The Math Citadel

The Hathlor Classification System

J. Hathcock and R. Traylor


Many researchers have their own libraries, and The Math Citadel is no different. Both Jason and I have spent many hours buried in the shelves of bookstores new and used, the stacks of university library shelves, and the rows of books in public libraries across four states now. During this time, we've amassed our own collection of new, used, out-of-print, and rare math and engineering texts. We acquired some as part of our formal studies, but most are acquired tangentially and sometimes haphazardly.

We're both very interested in organization and cataloguing in general and we noticed the different methods libraries tend to use to shelve their vast collections, particularly the technical books. Most university libraries we've visited utilize the more modern Library of Congress classification system, while public libraries tend to be a mix of the Dewey Decimal System and the Library of Congress system, varying by library.

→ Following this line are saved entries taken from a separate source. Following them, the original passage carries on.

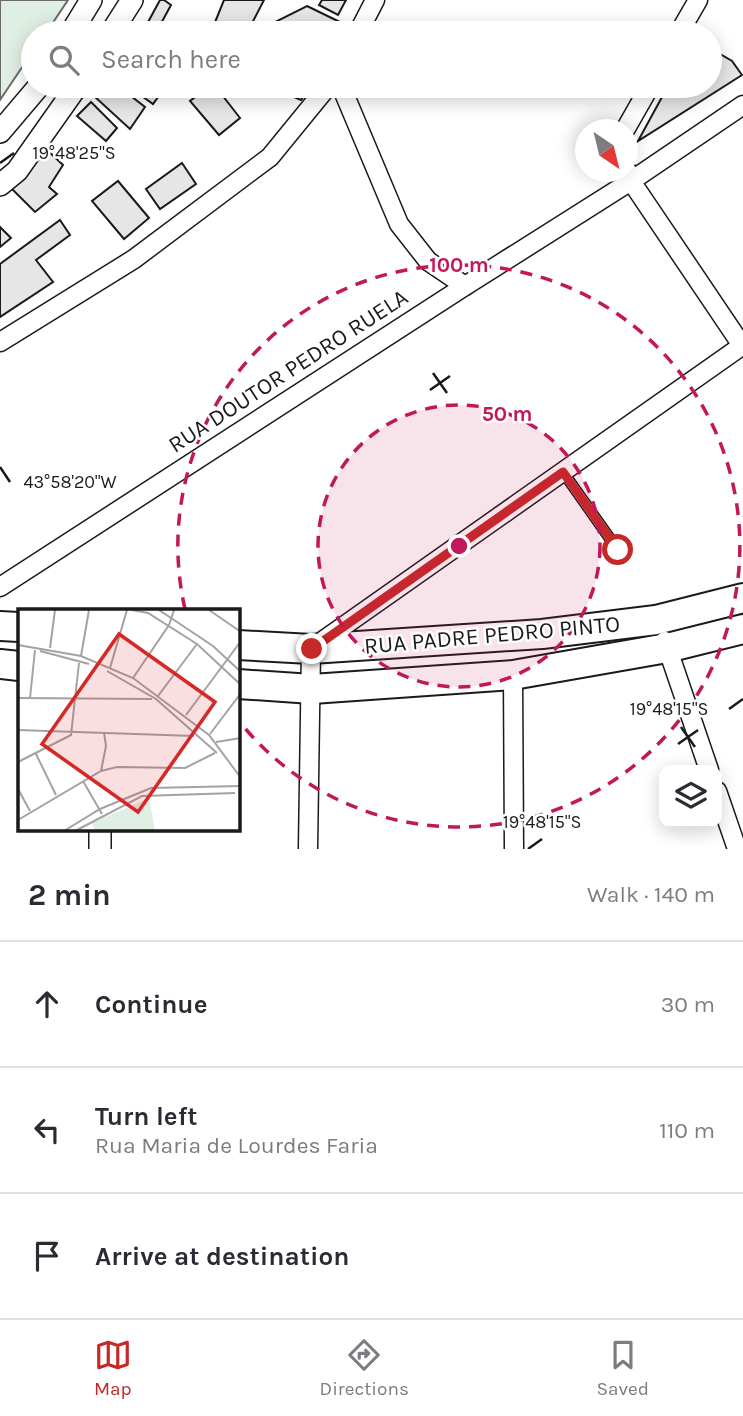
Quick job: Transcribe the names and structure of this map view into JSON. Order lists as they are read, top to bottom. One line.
{"streets":{"highway":["RUA PADRE PEDRO PINTO"],"street":["RUA DOUTOR PEDRO RUELA"]},"north":"bottom right","page":{"search":"Search here","heading":["2 min","Walk · 140 m"],"list":[["Continue","30 m"],["Turn left","Rua Maria de Lourdes Faria","110 m"],"Arrive at destination"],"nav":["Map","Directions","Saved"]},"coordinates":["19°48'25\"S","43°58'20\"W","19°48'15\"S"],"rings":["100 m","50 m"]}
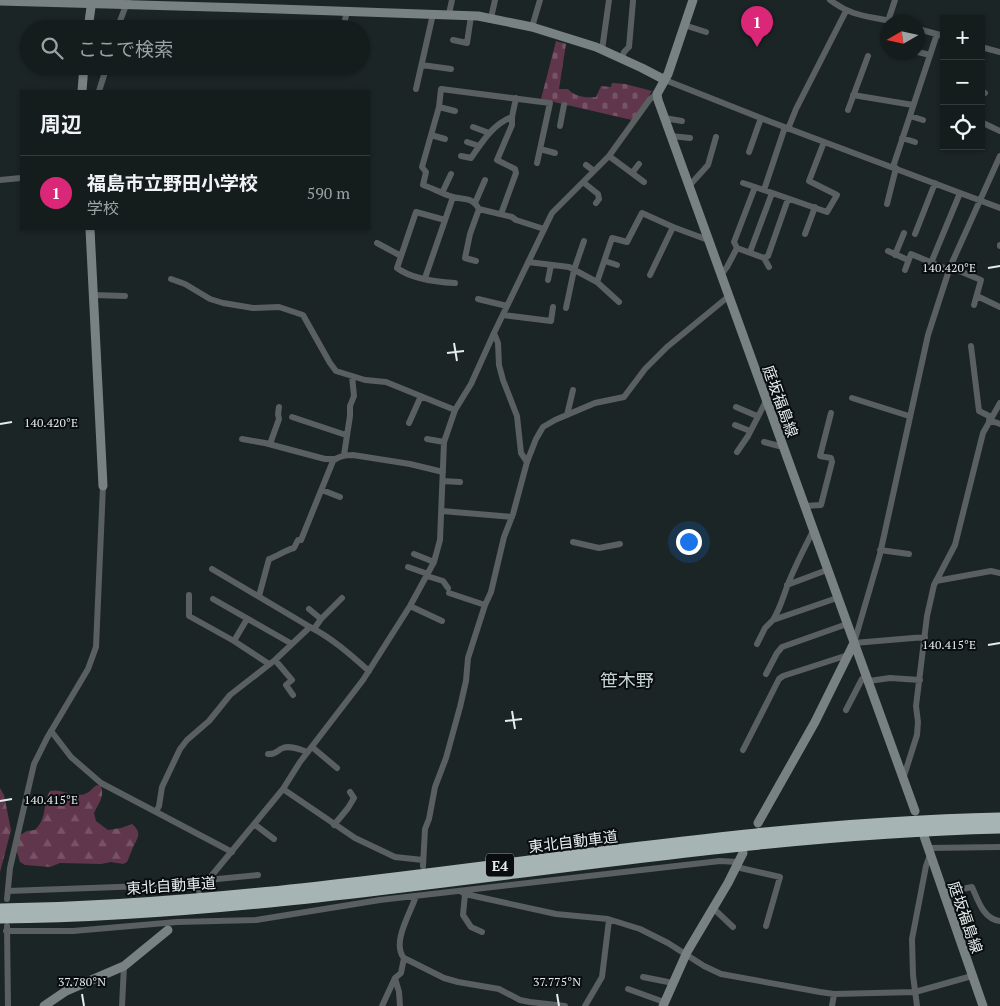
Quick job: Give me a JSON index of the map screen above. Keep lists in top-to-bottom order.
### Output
{
  "streets": {
    "highway": ["東北自動車道", "E4"],
    "street": ["庭坂福島線"]
  },
  "districts": ["笹木野"],
  "north": "left",
  "page": {
    "pins": "1",
    "map_buttons": ["+", "−"],
    "search": "ここで検索",
    "heading": "周辺",
    "list": [
      {
        "mark": "1",
        "name": "福島市立野田小学校",
        "note": "学校",
        "value": "590 m"
      }
    ]
  },
  "coordinates": [
    "140.420°E",
    "140.415°E",
    "37.780°N",
    "37.775°N"
  ]
}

What we ultimately realized in our time exploring these shelves is that both of these methods for cataloguing books are insufficient for our needs. One of our biggest desires in a classification system was a way to determine some of the content of the text in a database or card catalogue listing, without necessarily having to pull the book from the shelf (which may be in storage). One other shortcoming we noticed is that neither system accounts for a "continuum-style" classification. As an example, many abstract algebra texts contain chapters on number theory, but some do not. Perhaps two different abstract algebra texts have different focus topics; one may focus more heavily on group theory, while another spends much of its pages discussing advanced matrix theory. The titles do not always reflect this, nor do the classification codes used by either the Dewey Decimal System nor the Library of Congress system.

So, we invented our own. Born of months of discussion and trial, we finally settled on a new one that takes the best aspects of both original systems, and also expands to include additional information. We'll begin by briefly describing the two original classification systems, then describe our new Hathlor system. Our system is customizable to suit anyone's needs, and we're excited to share a passion project of ours.

The Dewey Decimal System

This system is the one most are familiar with from school libraries. It was created by Melvil Dewey in 1876, and introduced a relative index that allowed for library expansion. Wikipedia has a great account of the history and development of the system, so we'll not dive too deeply here; we'll merely describe it. The system separates books by discipline, ten major classes overall, each divided into ten sections. It's a hierarchical classification system that endeavors to classify a book as specifically as possible by adding classes after the decimal points.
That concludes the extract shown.